* Problem details *
Beginning at the line containing "<h2>Nearby<small>2 results</small></h2>", print every line until the records end, keeping each exactly as it is.

Stored data:
————

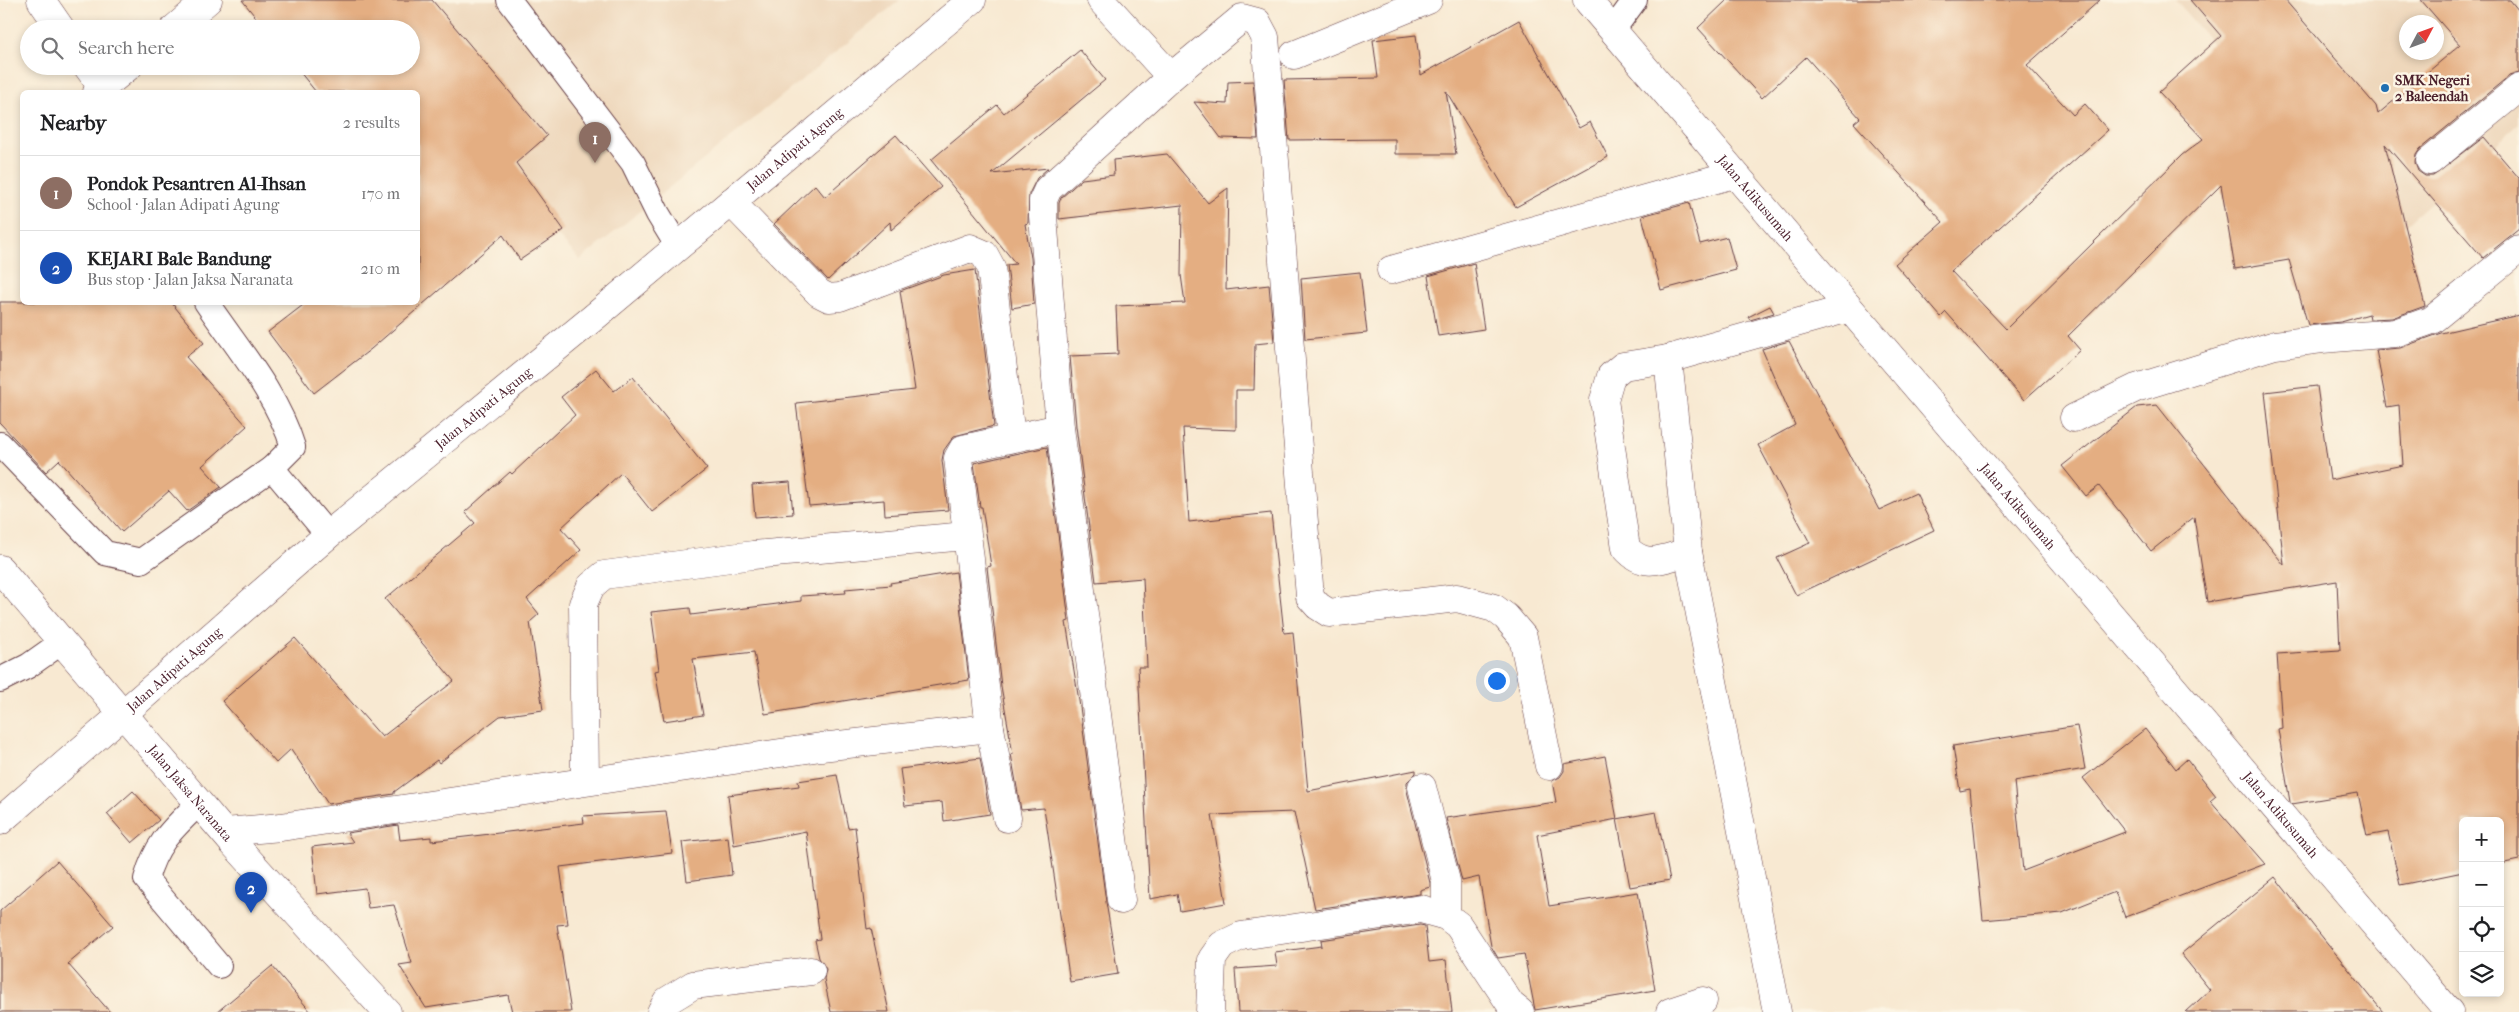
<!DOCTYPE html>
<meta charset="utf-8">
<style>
:root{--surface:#fff;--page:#f2f2f2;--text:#202124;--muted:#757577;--line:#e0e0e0;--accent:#b45309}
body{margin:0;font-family:"IM FELL French Canon",serif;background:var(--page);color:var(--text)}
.controls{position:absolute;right:15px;bottom:15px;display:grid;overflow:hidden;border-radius:8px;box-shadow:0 2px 8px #0003}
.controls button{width:45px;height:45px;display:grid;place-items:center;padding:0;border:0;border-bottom:1px solid var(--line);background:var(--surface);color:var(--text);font:25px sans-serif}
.compass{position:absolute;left:2399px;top:15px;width:45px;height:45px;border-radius:50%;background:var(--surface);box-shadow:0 2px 8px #0003;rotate:49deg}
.you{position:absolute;left:1496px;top:680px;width:18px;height:18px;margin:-12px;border:4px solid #fff;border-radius:50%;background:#1a73e8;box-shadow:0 0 0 8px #1a73e833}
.badge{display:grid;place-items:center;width:32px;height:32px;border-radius:50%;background:var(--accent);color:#fff;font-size:16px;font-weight:700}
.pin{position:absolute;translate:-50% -41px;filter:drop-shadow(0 1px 2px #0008)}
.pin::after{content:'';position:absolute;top:26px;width:18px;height:15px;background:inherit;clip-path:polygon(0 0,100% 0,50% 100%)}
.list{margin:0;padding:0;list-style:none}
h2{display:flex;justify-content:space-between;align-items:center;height:65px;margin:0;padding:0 20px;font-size:21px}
h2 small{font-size:16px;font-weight:400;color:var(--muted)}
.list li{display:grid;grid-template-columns:32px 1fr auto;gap:15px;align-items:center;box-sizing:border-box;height:75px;padding:0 20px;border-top:1px solid var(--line)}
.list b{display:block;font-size:19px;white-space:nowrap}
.list p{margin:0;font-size:16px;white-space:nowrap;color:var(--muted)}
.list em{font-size:16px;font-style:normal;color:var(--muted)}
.icon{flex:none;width:28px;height:28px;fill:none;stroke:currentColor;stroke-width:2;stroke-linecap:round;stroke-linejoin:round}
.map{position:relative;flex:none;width:2519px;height:1012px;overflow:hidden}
.search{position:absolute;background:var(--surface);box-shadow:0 2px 8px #0003;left:20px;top:20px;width:400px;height:55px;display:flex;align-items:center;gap:12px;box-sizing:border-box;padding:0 18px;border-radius:28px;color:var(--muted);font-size:19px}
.panel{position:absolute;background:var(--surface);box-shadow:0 2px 8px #0003;left:20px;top:90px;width:400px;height:215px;border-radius:8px}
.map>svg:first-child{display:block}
.built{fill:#eed7bb;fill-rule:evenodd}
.building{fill:#e4ae82}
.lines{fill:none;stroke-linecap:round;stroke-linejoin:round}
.service-casing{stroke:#643d44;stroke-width:26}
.minor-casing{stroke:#643d44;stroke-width:29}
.secondary-casing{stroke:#643d44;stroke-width:29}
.service{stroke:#fff;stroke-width:24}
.minor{stroke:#fff;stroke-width:28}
.secondary{stroke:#fff;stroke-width:28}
.poi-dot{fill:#1f6fb2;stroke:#fcf5e5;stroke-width:2}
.labels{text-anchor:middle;stroke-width:5;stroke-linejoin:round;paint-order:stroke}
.poi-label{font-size:14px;font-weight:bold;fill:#4a1f2b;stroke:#fcf5e5;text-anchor:start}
.street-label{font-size:14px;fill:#4a1f2b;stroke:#fcf5e5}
</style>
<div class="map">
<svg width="2519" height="1012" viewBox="0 0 2519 1012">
<rect width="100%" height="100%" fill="#fcf5e5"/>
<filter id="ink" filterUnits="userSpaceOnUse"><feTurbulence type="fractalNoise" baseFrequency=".02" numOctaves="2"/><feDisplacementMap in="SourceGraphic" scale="10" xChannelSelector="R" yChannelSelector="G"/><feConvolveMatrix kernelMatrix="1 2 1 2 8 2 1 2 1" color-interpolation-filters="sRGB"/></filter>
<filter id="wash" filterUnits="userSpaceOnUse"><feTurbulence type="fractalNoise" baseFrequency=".0096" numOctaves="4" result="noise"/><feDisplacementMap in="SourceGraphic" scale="20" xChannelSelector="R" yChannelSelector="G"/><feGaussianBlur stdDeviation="1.12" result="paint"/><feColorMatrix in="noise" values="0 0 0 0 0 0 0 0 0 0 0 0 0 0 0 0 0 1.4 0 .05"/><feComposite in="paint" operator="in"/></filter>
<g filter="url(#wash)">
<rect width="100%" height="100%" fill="#f8e9d2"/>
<!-- built -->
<g class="built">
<polygon points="344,0 900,0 580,260 404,66 411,66 411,29"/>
<path d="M2175,0H2519V124L2385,243ZM2406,22H2436V52H2406Z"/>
</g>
<g id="blocks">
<!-- building -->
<g class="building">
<polygon points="242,0 432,0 547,136 516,163 564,230 520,260 503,235 371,349 314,393 268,332 307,302 418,302 418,92 316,92 295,66 411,66 411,29 265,29"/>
<polygon points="1727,0 2100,0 2027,65 2073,115 2085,104 2108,130 1951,271 2006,329 2182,155 2203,139 2159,92 2221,36 2190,0 2285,0 2376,106 2378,114 2460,45 2421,0 2510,0 2519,11 2519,73 2509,76 2420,149 2416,155 2415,163 2418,171 2425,176 2433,176 2484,137 2519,178 2519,229 2483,258 2385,144 2425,306 2392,318 2370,319 2369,314 2341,322 2308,325 2289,260 2235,269 2221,185 2068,336 2080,350 2024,400 1946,312 1941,317 1895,264 1943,222 1854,123 1860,118 1806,57 1762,98 1698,28"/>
<polygon points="1519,20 1579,128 1590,122 1608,157 1516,207 1446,91 1456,154 1395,154 1395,139 1289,140 1284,80 1378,78 1373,40 1416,35 1421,75"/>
<polygon points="1080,50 1105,80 992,174 1048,168 1037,178 1029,194 1028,223 1025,224 1031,258 1034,304 1012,308 1007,265 1016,264 931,160 997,105 1004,113"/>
<polygon points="1253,81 1258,139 1221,138 1194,102 1227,104 1228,82"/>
<polygon points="896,135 941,187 891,230 890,222 828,280 774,224 815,185 825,197"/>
<polygon points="1167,154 1208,203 1228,188 1226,290 1269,285 1274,342 1255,344 1254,390 1236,390 1236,430 1183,428 1189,522 1271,513 1284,633 1293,632 1308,791 1416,770 1416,773 1407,782 1407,791 1430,883 1430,887 1420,890 1420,894 1315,909 1294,812 1212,815 1226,903 1180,911 1177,894 1150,899 1138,667 1147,667 1143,578 1096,582 1076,426 1070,356 1118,354 1116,306 1185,303 1181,275 1182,205 1059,219 1059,203 1061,198 1082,179 1114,175 1113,160"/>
<polygon points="1689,203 1700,244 1727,237 1736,270 1661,290 1642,216"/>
<polygon points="1474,263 1484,329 1438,336 1428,276"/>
<polygon points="975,270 994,426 954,436 944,450 942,460 948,510 885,515 884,500 809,506 796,403 915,390 900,291 944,275"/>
<polygon points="1360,272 1367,333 1305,339 1301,278"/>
<polygon points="0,302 171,302 204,343 186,357 247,426 202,466 221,487 187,511 169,491 122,532 59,460 46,472 0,423"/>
<polygon points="1770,306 1774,313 1750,320 1748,317"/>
<polygon points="2519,315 2519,860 2500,864 2500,821 2463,821 2463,872 2400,885 2388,832 2367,836 2358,793 2292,804 2290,802 2278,729 2282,728 2277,654 2340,650 2337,581 2207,602 2194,517 2151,551 2099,486 2086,496 2062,466 2137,407 2157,405 2284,565 2265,392 2317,386 2330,480 2403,465 2399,405 2387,407 2376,350 2400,348 2441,333"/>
<polygon points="1789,341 1879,510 1916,493 1934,530 1796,595 1777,558 1810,543 1758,445 1795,425 1762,349"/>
<polygon points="596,369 614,391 633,377 707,469 652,512 621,473 561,528 581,550 527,599 539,614 530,622 543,710 500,716 439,763 437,760 394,792 394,794 328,804 291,749 276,763 222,701 295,638 382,737 454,681 385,599 475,523 465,512 510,472 512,474 575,415 561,397"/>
<polygon points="1047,447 1069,621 1066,622 1080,707 1106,902 1118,974 1070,982 1044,808 1021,810 1011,754 1013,754 1001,686 987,567 991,566 982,507 980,507 974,463"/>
<polygon points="790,482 793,514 755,517 752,485"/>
<polygon points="956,572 969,680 765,714 754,652 693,659 703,715 664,721 655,671 659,670 651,612 690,608 691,615 801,601 801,596 846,593 845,589 891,585 890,583"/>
<polygon points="2077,726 2085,769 2014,781 2023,871 2125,832 2083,778 2145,729 2176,769 2187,759 2216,796 2210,801 2265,864 2125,917 2115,892 2062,913 1983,920 1970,789 1960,791 1953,746"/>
<polygon points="1605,756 1617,819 1537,835 1549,906 1638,892 1655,990 1535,1010 1524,954 1498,958 1491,946 1479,877 1462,881 1446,818 1556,802 1552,781 1560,777 1564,771 1564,764"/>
<polygon points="980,758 990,814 944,821 942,802 905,806 900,769"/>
<polygon points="837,775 848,828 855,827 867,929 871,928 889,1012 831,1012 824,979 826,969 819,958 815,940 820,939 806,831 734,845 728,795 799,786 798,781"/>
<polygon points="133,791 159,820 132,843 107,814"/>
<polygon points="666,811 672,853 560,867 568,924 557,925 571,1012 512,1012 508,995 426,1008 399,965 412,963 394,905 368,908 365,888 317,894 312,847 353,842 347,833 398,825 400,840 431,837 431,841 584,823 583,816"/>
<polygon points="1656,812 1670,880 1630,887 1617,819"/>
<polygon points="728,837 732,875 687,881 682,842"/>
<polygon points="57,861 113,926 68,964 110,1012 0,1012 0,911"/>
<polygon points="2275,877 2315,928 2383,1012 2186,1012 2210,990 2181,954"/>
<polygon points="1420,925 1425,926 1429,962 1446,960 1452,1012 1238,1012 1235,969 1277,966 1275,952 1322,946 1321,940"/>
<polygon points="272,966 311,1012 217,1012"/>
</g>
</g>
</g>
<g filter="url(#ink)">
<use href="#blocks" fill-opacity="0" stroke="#643d44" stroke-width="1"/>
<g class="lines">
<!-- service casing -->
<g class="service-casing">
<g id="service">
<polyline points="509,0 633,163 658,214 678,247"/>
<polyline points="1613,30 1635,0"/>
<path d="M206,302C237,348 277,394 293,447L272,468L328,535"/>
<polyline points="0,444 105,553 141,561 272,468"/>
<polyline points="0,680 28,666 62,642"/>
<path d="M199,803C173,829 157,841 146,879L219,966"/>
</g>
</g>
<!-- minor casing -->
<g class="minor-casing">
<g id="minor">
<polyline points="41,0 61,29"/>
<polyline points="1101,0 1171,77 1048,189 1043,200 1043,216 1060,428 1121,900"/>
<polyline points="174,29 208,0"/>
<polyline points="1294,55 1428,0"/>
<polyline points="87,66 103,88"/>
<polyline points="1171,77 1242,18 1257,22 1265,37 1310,597 1318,606 1329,613 1457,598 1494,608 1506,617 1523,637 1549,766"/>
<polyline points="97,92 129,66"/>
<polyline points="2430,161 2519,88"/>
<polyline points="731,202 819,293 829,298 840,297 970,248 984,254 991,267 1011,437"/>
<polyline points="1391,270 1734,174"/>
<polyline points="1668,359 1688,552"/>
<polyline points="2074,418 2136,388 2275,345 2322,339 2395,333 2432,320 2519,249"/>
<polyline points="585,781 583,604 591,586 604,575 753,555 966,536"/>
<polyline points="1422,787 1446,881 1446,916"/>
<polyline points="1007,818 990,728 958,458 963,449 1060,428"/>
<polyline points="225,832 281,827 821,747 990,728"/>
<polyline points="661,1012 667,1001 693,985 811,971"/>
<polyline points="1210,1012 1212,959 1222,945 1241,936 1421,909 1446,916 1458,925 1511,1005 1520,1012"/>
<polyline points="1670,1012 1703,1001"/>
<path d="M1777,1012L1688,552C1664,558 1645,570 1626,548L1604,400L1611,376L1623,366L1668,359L1849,308"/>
</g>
</g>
<!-- secondary casing -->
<g class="secondary-casing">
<g id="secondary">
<path id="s1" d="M1587,0L2449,1012"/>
<path id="s2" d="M0,569L233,843L387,1012"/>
<path id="s3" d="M0,821L328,535L593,318L972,0"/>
</g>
</g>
<!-- service -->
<use href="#service" class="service"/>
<!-- minor -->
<use href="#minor" class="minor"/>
<!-- secondary -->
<use href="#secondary" class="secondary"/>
</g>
</g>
<!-- markers -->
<circle class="poi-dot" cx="2385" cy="88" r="5"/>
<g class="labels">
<!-- poi labels -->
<g class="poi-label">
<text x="2395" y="85">SMK Negeri<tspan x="2395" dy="16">2 Baleendah</tspan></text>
</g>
<!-- street labels -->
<g class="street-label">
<text dy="5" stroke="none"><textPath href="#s3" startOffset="1041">Jalan Adipati Agung</textPath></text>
<text dy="5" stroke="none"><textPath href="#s1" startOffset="260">Jalan Adikusumah</textPath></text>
<text dy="5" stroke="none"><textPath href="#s3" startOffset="636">Jalan Adipati Agung</textPath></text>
<text dy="5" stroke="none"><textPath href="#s1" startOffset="665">Jalan Adikusumah</textPath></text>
<text dy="5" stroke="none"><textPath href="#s3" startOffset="231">Jalan Adipati Agung</textPath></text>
<text dy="5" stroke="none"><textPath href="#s2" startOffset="294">Jalan Jaksa Naranata</textPath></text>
<text dy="5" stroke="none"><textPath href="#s1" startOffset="1070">Jalan Adikusumah</textPath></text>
</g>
</g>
</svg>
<div class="controls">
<button>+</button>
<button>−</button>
<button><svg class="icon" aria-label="locate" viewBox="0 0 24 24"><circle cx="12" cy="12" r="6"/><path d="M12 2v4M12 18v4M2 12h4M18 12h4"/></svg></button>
<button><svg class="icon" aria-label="layers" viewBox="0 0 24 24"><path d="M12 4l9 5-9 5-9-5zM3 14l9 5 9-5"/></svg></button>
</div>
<svg class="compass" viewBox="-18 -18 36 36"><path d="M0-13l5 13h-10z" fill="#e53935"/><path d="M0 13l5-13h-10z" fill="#757577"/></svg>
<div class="you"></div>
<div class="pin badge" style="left:595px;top:163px;background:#8d6e63">1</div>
<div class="pin badge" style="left:251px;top:913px;background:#1a4fb4">2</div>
<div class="search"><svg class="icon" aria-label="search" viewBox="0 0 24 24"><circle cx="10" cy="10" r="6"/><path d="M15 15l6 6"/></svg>Search here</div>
<section class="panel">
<h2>Nearby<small>2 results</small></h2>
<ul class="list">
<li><span class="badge" style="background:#8d6e63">1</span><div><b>Pondok Pesantren Al-Ihsan</b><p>School · Jalan Adipati Agung</p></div><em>170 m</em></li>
<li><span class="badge" style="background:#1a4fb4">2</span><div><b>KEJARI Bale Bandung</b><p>Bus stop · Jalan Jaksa Naranata</p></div><em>210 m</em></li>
</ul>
</section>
</div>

————

* Answer for this exercise *
<h2>Nearby<small>2 results</small></h2>
<ul class="list">
<li><span class="badge" style="background:#8d6e63">1</span><div><b>Pondok Pesantren Al-Ihsan</b><p>School · Jalan Adipati Agung</p></div><em>170 m</em></li>
<li><span class="badge" style="background:#1a4fb4">2</span><div><b>KEJARI Bale Bandung</b><p>Bus stop · Jalan Jaksa Naranata</p></div><em>210 m</em></li>
</ul>
</section>
</div>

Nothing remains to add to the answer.